Given that one of the City’s star fund managers said less than three weeks ago that the Saga flotation had “probably killed” the market for further new issues, bankers were mightily relieved yesterday that shares in B&M immediately ticked up nicely in first day trading for the discount retailing group’s shares.
So frayed were nerves in the days following Saga’s entrance on to the stock market that bankers and fund managers might have struggled to sound confident about floating a copper-plated bank, let alone a group of 300 mainly northern England-based stores that sell things such as a Fart Blaster for children at discount prices.
But B&M has always been seen as a well-run company and it appears from initial soundings that this has been a well-run flotation, with a host of bank advisers, including Bank of America Merrill Lynch, Goldman Sachs, Lazard and Rothschild taking the deal happily over the line.
Having narrowed the price range to 260-290p, there must have been a slight temptation to settle on the top of the range.

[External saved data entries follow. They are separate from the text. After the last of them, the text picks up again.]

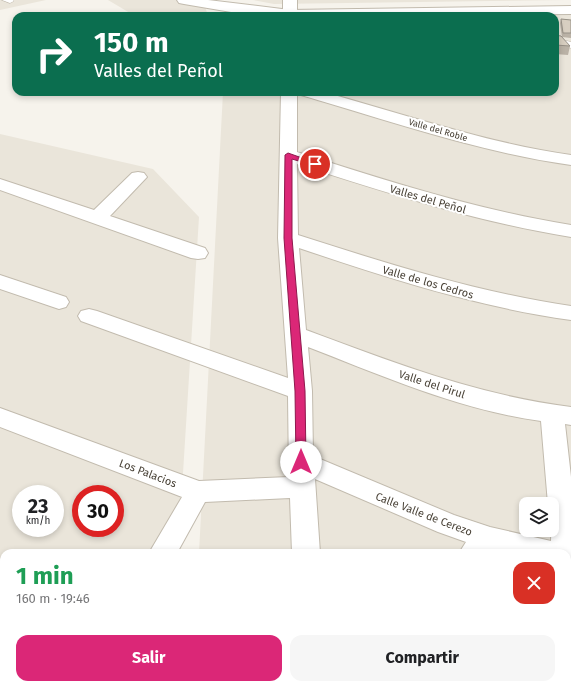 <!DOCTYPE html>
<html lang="es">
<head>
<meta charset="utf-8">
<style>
  body { margin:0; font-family:"Fira Sans",sans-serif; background:#f6f6f6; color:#202124; height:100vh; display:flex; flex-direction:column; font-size:15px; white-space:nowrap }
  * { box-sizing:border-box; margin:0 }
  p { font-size:13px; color:#757577 }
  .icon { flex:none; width:22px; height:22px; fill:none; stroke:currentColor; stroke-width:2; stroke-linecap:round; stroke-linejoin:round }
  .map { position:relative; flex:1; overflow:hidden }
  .side { position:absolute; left:0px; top:549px; width:571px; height:140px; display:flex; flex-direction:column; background:#fff; border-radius:12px 12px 0 0; box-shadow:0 2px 6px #0003 }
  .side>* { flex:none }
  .hud { position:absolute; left:12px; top:12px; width:547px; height:84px; border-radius:12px; box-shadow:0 2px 6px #0003; background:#0b6e4f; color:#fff; overflow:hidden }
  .fabs { position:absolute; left:519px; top:497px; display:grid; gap:8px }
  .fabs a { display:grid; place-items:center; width:40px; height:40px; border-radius:8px; background:#fff; box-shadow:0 2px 6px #0003; font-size:20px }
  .speed { position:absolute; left:12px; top:485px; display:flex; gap:8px; font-size:20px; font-weight:700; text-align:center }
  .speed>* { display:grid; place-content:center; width:52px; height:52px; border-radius:50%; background:#fff; box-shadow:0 2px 6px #0003; line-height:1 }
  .speed small { font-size:10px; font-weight:400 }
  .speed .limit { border:6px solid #d22; background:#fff; color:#111 }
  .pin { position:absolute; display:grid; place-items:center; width:34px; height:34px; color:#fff; margin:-17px; border:2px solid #fff; border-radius:50%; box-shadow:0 1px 4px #0007 }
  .me { position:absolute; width:44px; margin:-22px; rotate:0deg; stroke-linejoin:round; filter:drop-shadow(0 0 3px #0008) }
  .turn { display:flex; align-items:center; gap:14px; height:84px; padding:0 16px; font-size:18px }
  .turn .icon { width:52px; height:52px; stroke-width:2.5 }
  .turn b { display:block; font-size:28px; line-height:34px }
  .round { display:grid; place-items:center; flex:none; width:42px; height:42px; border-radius:12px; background:#f6f6f6 }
  .headline { display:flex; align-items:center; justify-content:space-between; height:68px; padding:0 16px }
  h1 { font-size:24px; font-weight:700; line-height:30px; color:#1e9e55 }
  .primary-button { display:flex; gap:8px; margin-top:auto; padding:8px 16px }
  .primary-button a { flex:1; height:46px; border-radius:12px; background:#db2777; color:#fff; font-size:16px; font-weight:700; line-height:46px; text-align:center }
  .primary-button a+a { background:#f6f6f6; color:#202124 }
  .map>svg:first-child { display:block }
  .residential { fill:#eae5da; fill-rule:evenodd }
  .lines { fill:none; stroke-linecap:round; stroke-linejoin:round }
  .service-casing { stroke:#c2bbae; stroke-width:1 }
  .minor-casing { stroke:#c2bbae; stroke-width:2 }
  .tertiary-casing { stroke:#c2bbae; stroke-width:2 }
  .service { fill:#fff; fill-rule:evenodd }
  .minor { fill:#fff; fill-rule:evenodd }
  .tertiary { fill:#fff; fill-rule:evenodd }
  .wall { fill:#bab2a6 }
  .building { fill:#d8cfc1; stroke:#979187 }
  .route { fill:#db2777; stroke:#8e194d }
  .labels { text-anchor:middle; stroke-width:4; stroke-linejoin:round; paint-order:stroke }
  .far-street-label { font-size:9px; fill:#4b4439; stroke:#fff }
  .street-label { font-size:11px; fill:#4b4439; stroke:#fff }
</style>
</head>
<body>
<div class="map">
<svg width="571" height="689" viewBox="0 0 571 689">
  <rect width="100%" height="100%" fill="#f6f3ec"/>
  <path class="residential" d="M0 0H46L0 10Z
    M108 0H203L208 16H135Z
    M253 0H566L274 4Z
    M571 9V689H192V685H567V553H199L223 92H555V16H227L228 15ZM526 504H552V530H526Z
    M0 134 153 169 199 217 178 553H4V685H170V689H0ZM21 494H55V528H21ZM81 494H115V528H81Z"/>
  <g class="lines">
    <defs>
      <path id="service" d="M2 0H13L14 1 10 3Z
        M555 38 571 42V48L555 44Z"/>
      <path id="minor" d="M283 0H297V16H283Z
        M281 92H297V152C388 181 477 210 571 225V237C477 222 388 193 297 164L298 235C388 264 477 292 571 306V320C477 307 388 278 299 248L306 330C395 363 476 395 571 407V425L565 424 571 477V614L567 612V553H459L466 542 438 532 315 479 320 553H292L290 498 205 502 177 553H149L182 497 0 427V408L199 481 289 477 288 396 81 321 78 316 81 311 89 309 97 311 288 378 278 238ZM308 347C383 376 460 410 541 421L548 504H552L551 541 490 527 454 515 313 456 312 391Z
        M299 92H324C406 115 487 143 571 155V165C479 152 390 121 301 95Z
        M138 172 144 173 147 177 110 216 205 248 208 253 205 258 198 259 191 258 0 190V179L94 210 132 173Z
        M0 275 66 297 69 302 66 307 59 309 0 289Z
        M0 568 4 570V596L0 594Z
        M304 685H334L336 689H306Z
        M363 685H393L392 689H362Z"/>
      <path id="tertiary" d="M177 0H208L290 10 571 6V14L267 16 237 13 184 4 179 3Z"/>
    </defs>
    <use href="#service" class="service-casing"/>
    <use href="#minor" class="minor-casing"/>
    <use href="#tertiary" class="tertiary-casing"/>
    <use href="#service" class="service"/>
    <use href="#minor" class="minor"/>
    <use href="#tertiary" class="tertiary"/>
  </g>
  <path class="wall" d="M561 19 571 20V38L562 37 560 23Z
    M555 35 570 46 568 55 555 54Z"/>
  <path class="building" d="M561 19 571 20V33H563Z
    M555 35 561 36 570 46 555 45Z"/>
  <path class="route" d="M288 153 319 164 315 166 292 159V238L305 391 306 462 301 467 296 462 295 391 284 238 285 155Z"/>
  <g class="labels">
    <g class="far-street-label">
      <text transform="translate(438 130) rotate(16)" y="3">Valle del Roble</text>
    </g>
    <g class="street-label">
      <text transform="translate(428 199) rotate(16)" y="4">Valles del Peñol</text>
      <text transform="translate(428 282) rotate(16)" y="4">Valle de los Cedros</text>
      <text transform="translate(432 384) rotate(18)" y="4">Valle del Pirul</text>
      <text transform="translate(148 473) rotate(21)" y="4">Los Palacios</text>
      <text transform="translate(424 514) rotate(21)" y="4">Calle Valle de Cerezo</text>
    </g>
  </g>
</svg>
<div class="fabs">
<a><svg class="icon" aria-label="layers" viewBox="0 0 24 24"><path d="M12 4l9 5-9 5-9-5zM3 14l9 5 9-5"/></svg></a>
</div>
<div class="speed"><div>23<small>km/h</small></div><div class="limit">30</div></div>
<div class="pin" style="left:315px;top:164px;background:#d93025"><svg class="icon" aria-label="arrive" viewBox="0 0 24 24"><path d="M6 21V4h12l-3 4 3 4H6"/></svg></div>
<svg class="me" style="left:301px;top:462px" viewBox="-20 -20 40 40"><circle r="19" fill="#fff"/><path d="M0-13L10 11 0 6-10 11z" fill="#db2777"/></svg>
<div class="hud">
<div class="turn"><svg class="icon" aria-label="right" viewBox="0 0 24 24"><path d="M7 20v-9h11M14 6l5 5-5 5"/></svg><div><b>150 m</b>Valles del Peñol</div></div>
</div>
<section class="side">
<div class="headline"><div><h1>1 min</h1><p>160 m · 19:46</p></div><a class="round" style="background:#d93025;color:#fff"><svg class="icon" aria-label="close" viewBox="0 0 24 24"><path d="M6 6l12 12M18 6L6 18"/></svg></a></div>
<div class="primary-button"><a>Salir</a><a>Compartir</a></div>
</section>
</div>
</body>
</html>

But plumping for 270p gave the stock sufficient momentum yesterday so that it enjoyed the all important so-called pop, which sees it rise above the issue price.
It is worth noting that relations between the banking syndicate and the two independent financial advisers, Lazard and Rothschild, who advised the Arora family, appeared to be good.
That was clearly not the case in the Saga deal, where, as I reported last week, there was considerable tension between the banking syndicate and STJ, the independent financial adviser in that case.
Last week’s column elicited much response from many of the City’s most senior bankers.
One texted me to say: “That was the most sensible article I have read in a while”, while others were more enigmatic, posting messages like “interesting piece”.
When I went to a dinner earlier this week at Tulchan, all the bankers there wanted to speak to me about – off the record, of course – the role of STJ in flotations.
I have offered STJ founder John St John the chance to respond to the criticisms that have been levelled at the firm by bankers, principally that he employs tactics that are divisive and do not ultimately assist the role of pricing a new issue, and I’m awaiting his response.
His external public relations agency has called to say St John is keen to respond to misperceptions that persist in the banking world about his firm. I am more than happy to give him the right to try to do this.